**The problem:** Go to the line below containing "<!-- route casing -->" and print exactly from there through the line containing "<div><b>12:01</b><p>Arrival</p></div>", both included. Print nothing else.

◇ ◇ ◇

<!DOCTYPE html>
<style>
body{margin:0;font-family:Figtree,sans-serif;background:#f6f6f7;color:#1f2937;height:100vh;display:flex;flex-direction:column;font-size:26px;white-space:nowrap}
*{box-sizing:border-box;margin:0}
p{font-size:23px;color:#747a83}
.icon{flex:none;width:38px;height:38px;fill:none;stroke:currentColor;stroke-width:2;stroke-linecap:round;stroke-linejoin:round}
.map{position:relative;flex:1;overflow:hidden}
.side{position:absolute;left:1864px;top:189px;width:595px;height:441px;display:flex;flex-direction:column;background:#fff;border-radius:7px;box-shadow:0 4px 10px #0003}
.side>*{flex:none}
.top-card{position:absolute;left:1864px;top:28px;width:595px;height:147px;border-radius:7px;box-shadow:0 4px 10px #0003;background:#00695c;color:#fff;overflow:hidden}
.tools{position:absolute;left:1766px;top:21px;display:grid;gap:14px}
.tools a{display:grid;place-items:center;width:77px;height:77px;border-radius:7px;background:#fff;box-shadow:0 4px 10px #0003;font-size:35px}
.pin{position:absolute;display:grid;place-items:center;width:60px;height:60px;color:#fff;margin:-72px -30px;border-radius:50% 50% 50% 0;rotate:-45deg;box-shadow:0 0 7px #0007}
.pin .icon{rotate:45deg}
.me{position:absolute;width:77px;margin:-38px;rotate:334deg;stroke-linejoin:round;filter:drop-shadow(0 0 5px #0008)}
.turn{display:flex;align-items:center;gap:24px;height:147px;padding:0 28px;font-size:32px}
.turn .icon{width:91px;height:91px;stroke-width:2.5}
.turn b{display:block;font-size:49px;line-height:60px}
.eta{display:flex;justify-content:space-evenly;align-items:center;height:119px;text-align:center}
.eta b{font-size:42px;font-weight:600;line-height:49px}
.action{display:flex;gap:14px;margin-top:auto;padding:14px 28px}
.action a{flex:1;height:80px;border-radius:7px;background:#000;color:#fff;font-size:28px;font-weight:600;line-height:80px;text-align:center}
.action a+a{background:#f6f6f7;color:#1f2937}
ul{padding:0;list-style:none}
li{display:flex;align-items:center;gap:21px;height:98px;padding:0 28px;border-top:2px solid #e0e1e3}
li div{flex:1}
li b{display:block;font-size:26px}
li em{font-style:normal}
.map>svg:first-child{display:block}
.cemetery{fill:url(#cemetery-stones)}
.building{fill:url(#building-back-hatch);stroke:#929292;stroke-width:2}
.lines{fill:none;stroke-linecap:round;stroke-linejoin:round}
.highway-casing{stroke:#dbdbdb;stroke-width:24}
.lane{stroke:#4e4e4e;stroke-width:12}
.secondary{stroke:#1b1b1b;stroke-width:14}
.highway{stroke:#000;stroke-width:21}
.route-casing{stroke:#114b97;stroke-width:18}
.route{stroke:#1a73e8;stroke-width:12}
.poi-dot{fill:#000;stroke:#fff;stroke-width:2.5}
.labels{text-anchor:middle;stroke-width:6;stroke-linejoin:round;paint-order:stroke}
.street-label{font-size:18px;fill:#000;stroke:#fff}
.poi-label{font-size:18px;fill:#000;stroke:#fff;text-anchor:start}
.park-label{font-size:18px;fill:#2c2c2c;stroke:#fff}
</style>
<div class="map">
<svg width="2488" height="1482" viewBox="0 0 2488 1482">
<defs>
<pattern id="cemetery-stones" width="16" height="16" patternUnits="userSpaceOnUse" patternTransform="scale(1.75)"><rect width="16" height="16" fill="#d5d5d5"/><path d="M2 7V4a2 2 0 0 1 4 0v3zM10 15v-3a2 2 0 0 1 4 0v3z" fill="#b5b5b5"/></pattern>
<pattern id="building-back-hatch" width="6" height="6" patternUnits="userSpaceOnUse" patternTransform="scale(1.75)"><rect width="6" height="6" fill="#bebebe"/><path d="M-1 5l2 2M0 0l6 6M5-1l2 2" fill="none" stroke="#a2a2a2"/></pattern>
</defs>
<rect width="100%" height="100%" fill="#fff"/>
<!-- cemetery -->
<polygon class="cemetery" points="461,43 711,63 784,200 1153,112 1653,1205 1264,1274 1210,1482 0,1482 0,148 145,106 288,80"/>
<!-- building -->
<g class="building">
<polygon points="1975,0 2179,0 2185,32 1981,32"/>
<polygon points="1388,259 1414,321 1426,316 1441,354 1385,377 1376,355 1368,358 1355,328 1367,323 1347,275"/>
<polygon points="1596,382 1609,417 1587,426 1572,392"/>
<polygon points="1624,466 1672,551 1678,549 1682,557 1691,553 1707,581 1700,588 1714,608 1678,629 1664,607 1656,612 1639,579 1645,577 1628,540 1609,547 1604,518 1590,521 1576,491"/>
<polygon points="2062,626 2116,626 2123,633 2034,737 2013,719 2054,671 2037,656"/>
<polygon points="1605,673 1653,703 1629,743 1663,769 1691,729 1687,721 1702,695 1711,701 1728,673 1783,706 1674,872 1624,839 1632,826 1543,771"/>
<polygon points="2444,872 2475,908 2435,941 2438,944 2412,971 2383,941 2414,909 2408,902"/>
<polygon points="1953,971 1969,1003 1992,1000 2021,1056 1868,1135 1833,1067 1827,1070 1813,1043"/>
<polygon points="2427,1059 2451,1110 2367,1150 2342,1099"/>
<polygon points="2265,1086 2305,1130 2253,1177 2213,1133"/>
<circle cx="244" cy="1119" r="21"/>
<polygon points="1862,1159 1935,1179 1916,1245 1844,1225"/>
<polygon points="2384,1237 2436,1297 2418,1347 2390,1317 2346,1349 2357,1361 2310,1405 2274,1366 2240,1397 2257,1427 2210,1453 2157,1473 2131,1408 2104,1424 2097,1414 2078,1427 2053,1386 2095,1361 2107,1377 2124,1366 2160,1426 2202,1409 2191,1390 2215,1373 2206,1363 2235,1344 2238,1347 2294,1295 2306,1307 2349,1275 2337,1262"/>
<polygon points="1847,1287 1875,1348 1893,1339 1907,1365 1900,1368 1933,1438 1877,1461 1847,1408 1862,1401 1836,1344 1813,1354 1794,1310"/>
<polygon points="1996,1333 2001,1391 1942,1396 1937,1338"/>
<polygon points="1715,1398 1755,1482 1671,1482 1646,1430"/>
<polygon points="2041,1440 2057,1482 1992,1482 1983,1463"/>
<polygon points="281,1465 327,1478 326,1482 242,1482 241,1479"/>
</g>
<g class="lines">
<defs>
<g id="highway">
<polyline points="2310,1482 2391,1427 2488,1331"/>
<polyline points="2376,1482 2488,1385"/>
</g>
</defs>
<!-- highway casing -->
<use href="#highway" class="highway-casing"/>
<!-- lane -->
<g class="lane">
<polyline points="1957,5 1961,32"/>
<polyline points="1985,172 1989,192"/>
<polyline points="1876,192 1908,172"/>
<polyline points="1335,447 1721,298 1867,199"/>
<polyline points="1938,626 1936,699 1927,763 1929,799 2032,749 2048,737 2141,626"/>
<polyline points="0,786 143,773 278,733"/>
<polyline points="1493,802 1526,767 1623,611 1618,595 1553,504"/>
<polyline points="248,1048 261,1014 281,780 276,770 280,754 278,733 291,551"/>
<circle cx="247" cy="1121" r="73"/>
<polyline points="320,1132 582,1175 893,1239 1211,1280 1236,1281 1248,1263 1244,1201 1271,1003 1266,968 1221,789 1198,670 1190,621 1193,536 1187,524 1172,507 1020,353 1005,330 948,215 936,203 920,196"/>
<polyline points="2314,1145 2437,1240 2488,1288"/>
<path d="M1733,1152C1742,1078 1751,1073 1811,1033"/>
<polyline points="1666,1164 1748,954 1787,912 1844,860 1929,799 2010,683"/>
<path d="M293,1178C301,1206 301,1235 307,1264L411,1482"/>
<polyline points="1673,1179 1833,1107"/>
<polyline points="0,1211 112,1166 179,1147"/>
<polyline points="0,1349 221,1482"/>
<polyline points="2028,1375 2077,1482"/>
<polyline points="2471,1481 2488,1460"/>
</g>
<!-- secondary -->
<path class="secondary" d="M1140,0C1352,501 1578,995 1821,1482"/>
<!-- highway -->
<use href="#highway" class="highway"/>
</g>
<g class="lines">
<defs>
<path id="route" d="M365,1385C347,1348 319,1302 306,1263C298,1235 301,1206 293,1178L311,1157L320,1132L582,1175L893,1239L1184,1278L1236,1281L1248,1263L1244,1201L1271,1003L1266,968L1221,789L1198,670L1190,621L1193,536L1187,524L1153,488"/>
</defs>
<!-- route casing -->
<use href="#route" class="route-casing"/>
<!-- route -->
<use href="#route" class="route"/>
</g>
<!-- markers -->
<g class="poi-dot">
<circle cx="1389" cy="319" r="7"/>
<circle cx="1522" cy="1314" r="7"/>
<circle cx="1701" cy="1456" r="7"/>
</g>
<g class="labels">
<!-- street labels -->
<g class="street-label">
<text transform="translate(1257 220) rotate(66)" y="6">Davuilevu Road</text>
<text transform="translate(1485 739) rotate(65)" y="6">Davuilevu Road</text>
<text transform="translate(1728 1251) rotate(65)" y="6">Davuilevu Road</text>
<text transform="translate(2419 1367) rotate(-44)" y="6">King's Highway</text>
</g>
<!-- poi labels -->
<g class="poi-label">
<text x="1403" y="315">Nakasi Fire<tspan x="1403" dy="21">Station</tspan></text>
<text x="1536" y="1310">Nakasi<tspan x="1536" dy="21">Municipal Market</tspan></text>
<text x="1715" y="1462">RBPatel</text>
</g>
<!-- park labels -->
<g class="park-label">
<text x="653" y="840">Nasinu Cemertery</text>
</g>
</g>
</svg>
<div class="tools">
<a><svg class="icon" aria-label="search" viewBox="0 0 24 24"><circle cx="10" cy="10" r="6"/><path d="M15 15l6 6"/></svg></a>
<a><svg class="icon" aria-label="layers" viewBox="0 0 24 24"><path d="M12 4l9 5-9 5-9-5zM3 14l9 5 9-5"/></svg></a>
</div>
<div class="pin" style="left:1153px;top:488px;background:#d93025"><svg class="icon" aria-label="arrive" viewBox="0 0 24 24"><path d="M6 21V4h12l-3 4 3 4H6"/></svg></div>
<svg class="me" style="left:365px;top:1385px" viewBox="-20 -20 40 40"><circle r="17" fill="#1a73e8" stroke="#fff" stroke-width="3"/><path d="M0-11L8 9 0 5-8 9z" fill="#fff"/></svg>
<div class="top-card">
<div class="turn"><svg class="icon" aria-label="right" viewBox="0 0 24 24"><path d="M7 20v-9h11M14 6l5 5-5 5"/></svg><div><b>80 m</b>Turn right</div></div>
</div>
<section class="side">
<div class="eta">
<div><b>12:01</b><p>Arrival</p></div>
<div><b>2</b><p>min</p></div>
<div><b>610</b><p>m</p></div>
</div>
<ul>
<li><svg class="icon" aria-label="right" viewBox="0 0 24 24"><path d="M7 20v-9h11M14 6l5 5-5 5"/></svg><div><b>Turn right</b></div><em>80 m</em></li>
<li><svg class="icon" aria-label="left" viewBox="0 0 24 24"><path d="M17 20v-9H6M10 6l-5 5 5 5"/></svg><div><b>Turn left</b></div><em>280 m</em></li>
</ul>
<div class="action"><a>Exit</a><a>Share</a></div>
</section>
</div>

◇ ◇ ◇

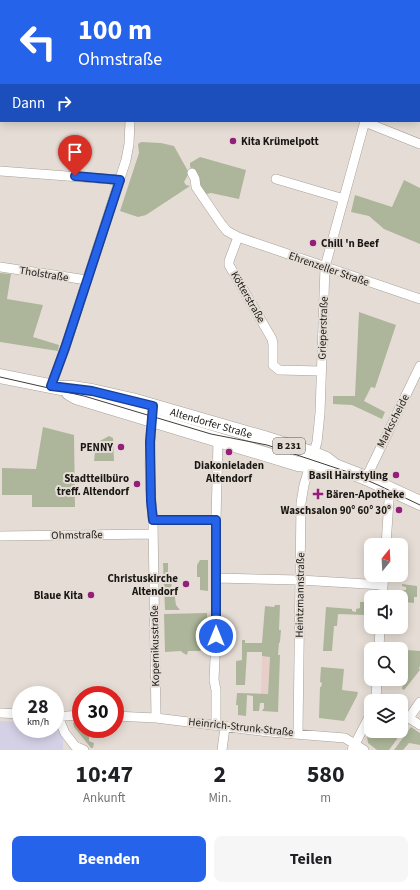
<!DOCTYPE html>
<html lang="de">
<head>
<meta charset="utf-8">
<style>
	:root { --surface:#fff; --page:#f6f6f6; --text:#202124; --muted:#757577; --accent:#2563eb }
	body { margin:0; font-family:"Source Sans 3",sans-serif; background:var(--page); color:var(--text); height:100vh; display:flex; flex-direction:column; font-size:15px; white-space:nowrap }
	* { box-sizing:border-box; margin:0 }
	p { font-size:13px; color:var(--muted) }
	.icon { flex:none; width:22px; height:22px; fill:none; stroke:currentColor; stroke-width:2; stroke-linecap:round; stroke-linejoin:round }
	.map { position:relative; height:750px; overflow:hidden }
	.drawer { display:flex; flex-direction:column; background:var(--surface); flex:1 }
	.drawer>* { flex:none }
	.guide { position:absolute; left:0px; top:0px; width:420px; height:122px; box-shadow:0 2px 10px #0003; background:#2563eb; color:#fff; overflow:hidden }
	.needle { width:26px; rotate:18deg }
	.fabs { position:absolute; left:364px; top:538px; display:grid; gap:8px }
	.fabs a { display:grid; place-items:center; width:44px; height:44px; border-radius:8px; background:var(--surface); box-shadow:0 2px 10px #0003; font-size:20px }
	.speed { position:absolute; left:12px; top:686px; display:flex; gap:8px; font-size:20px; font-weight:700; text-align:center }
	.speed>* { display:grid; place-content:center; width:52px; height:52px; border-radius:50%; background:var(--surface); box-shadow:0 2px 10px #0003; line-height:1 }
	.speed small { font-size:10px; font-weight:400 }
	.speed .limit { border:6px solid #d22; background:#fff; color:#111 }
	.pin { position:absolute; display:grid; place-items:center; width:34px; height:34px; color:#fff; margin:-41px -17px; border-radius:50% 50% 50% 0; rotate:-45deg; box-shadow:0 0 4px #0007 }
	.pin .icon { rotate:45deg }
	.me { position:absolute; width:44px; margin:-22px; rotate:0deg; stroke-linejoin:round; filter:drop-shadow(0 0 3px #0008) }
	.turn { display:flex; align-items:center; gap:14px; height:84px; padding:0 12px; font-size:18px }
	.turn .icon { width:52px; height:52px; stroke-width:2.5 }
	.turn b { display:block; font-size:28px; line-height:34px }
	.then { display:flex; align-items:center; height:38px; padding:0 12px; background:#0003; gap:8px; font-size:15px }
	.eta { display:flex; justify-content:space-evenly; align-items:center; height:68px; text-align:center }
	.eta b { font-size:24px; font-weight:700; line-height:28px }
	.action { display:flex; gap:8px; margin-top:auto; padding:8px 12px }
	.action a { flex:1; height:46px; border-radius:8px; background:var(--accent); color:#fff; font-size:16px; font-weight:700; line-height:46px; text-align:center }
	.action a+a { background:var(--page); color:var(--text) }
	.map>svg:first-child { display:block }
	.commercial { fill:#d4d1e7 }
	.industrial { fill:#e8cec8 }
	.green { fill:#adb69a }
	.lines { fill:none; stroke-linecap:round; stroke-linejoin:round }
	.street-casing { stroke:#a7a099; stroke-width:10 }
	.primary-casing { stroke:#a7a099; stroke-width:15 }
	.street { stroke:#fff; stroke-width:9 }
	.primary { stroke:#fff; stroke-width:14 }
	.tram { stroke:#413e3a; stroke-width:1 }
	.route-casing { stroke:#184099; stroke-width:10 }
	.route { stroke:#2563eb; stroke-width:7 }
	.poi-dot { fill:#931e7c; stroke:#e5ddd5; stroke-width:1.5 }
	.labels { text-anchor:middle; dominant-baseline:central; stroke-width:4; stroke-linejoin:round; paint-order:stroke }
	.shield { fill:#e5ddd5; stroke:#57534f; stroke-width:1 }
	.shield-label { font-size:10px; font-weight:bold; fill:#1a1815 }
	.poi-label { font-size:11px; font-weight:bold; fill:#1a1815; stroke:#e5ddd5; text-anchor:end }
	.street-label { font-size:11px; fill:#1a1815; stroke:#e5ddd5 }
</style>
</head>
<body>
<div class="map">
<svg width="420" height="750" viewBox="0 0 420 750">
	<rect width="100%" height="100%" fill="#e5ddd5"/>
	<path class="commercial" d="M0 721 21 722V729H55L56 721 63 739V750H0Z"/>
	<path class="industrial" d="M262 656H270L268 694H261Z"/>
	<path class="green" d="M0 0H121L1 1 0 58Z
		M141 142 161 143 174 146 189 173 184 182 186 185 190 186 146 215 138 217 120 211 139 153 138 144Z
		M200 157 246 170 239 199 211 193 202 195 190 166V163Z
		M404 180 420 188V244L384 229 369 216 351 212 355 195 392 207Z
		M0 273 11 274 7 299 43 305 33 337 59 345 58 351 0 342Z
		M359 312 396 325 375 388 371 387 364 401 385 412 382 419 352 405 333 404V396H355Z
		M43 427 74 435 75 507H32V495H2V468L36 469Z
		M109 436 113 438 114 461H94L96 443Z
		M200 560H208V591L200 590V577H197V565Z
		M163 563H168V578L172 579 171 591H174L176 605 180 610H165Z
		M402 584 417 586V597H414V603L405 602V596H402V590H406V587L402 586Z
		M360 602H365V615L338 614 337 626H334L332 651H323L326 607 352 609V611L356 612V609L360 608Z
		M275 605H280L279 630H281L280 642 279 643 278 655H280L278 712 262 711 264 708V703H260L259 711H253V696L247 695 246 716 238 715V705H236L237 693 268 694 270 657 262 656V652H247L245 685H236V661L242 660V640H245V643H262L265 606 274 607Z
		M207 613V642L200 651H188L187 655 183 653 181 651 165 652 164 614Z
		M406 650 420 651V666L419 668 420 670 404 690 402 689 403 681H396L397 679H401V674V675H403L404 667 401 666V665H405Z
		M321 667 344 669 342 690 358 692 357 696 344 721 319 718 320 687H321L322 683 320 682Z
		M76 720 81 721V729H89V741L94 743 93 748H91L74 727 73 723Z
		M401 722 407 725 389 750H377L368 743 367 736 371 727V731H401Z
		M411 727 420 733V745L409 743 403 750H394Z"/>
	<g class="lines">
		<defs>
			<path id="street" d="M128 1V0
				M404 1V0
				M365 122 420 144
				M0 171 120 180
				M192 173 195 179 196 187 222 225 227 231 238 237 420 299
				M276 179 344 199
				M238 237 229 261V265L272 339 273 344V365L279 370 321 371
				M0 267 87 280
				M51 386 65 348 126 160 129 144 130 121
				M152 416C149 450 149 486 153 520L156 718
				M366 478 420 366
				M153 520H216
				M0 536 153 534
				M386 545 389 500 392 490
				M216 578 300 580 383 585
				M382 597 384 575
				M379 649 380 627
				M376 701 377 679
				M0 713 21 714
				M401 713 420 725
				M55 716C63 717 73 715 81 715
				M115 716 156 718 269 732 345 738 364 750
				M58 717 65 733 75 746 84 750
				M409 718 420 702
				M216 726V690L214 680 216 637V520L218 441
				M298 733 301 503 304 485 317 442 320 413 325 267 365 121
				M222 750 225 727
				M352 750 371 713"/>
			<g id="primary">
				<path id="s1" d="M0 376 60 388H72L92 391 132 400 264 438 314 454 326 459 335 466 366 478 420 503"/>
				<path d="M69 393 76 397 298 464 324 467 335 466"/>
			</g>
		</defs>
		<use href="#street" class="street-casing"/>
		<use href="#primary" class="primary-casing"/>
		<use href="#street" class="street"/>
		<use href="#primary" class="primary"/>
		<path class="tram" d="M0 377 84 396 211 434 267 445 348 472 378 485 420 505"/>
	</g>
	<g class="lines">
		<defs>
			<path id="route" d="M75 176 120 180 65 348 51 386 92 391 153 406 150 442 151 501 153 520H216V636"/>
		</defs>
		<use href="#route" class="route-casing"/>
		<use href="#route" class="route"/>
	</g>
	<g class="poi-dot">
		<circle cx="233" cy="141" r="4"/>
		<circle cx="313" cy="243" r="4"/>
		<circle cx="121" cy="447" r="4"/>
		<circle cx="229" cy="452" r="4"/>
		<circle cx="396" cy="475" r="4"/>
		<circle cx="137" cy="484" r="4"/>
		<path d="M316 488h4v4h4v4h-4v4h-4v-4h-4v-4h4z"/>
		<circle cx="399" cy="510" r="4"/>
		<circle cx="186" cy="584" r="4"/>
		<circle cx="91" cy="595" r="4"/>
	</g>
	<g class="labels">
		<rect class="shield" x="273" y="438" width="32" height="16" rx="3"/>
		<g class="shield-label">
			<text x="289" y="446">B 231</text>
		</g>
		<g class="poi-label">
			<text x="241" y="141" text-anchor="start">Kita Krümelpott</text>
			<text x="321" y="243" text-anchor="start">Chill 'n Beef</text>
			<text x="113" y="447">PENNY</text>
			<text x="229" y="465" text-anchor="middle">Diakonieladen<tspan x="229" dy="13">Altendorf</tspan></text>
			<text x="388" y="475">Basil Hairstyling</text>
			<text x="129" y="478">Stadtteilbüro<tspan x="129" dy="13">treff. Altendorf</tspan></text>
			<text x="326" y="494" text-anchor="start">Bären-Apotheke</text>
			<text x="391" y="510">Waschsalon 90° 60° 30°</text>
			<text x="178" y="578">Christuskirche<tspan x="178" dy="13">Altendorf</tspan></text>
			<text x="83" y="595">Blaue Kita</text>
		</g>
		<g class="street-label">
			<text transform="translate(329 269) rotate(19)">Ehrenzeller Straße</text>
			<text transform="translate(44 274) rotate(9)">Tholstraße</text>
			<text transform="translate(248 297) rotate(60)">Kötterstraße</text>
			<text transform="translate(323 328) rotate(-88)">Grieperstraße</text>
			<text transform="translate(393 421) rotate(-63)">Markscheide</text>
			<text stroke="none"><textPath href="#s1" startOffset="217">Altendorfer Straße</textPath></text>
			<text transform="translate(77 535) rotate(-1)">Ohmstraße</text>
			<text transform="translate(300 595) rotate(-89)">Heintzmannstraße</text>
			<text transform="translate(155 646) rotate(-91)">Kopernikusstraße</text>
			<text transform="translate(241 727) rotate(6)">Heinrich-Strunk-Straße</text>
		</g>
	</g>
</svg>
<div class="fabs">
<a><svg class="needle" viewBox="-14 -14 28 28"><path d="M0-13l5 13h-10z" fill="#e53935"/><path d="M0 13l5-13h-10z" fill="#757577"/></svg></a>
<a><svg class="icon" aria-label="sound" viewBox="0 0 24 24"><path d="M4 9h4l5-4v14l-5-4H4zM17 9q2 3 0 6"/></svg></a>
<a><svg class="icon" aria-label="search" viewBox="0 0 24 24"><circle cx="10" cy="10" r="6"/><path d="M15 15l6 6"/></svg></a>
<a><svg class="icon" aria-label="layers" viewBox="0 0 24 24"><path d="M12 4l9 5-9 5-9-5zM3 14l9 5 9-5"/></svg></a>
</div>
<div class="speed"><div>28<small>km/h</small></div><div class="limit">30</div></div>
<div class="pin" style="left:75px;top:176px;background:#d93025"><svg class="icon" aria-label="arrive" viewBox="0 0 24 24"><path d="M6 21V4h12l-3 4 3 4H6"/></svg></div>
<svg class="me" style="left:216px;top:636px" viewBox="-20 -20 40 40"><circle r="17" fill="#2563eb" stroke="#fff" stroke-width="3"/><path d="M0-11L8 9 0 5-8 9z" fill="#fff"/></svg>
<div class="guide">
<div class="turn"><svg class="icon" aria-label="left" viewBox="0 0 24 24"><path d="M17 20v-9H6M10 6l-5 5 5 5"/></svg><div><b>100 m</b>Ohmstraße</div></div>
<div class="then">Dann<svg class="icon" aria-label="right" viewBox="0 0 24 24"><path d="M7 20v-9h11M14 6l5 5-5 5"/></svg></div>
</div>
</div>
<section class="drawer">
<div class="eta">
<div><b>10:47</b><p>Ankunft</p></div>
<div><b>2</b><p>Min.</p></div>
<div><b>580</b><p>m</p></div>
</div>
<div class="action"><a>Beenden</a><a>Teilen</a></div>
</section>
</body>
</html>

◇ ◇ ◇

**Task solution:**
<!-- route casing -->
<use href="#route" class="route-casing"/>
<!-- route -->
<use href="#route" class="route"/>
</g>
<!-- markers -->
<g class="poi-dot">
<circle cx="1389" cy="319" r="7"/>
<circle cx="1522" cy="1314" r="7"/>
<circle cx="1701" cy="1456" r="7"/>
</g>
<g class="labels">
<!-- street labels -->
<g class="street-label">
<text transform="translate(1257 220) rotate(66)" y="6">Davuilevu Road</text>
<text transform="translate(1485 739) rotate(65)" y="6">Davuilevu Road</text>
<text transform="translate(1728 1251) rotate(65)" y="6">Davuilevu Road</text>
<text transform="translate(2419 1367) rotate(-44)" y="6">King's Highway</text>
</g>
<!-- poi labels -->
<g class="poi-label">
<text x="1403" y="315">Nakasi Fire<tspan x="1403" dy="21">Station</tspan></text>
<text x="1536" y="1310">Nakasi<tspan x="1536" dy="21">Municipal Market</tspan></text>
<text x="1715" y="1462">RBPatel</text>
</g>
<!-- park labels -->
<g class="park-label">
<text x="653" y="840">Nasinu Cemertery</text>
</g>
</g>
</svg>
<div class="tools">
<a><svg class="icon" aria-label="search" viewBox="0 0 24 24"><circle cx="10" cy="10" r="6"/><path d="M15 15l6 6"/></svg></a>
<a><svg class="icon" aria-label="layers" viewBox="0 0 24 24"><path d="M12 4l9 5-9 5-9-5zM3 14l9 5 9-5"/></svg></a>
</div>
<div class="pin" style="left:1153px;top:488px;background:#d93025"><svg class="icon" aria-label="arrive" viewBox="0 0 24 24"><path d="M6 21V4h12l-3 4 3 4H6"/></svg></div>
<svg class="me" style="left:365px;top:1385px" viewBox="-20 -20 40 40"><circle r="17" fill="#1a73e8" stroke="#fff" stroke-width="3"/><path d="M0-11L8 9 0 5-8 9z" fill="#fff"/></svg>
<div class="top-card">
<div class="turn"><svg class="icon" aria-label="right" viewBox="0 0 24 24"><path d="M7 20v-9h11M14 6l5 5-5 5"/></svg><div><b>80 m</b>Turn right</div></div>
</div>
<section class="side">
<div class="eta">
<div><b>12:01</b><p>Arrival</p></div>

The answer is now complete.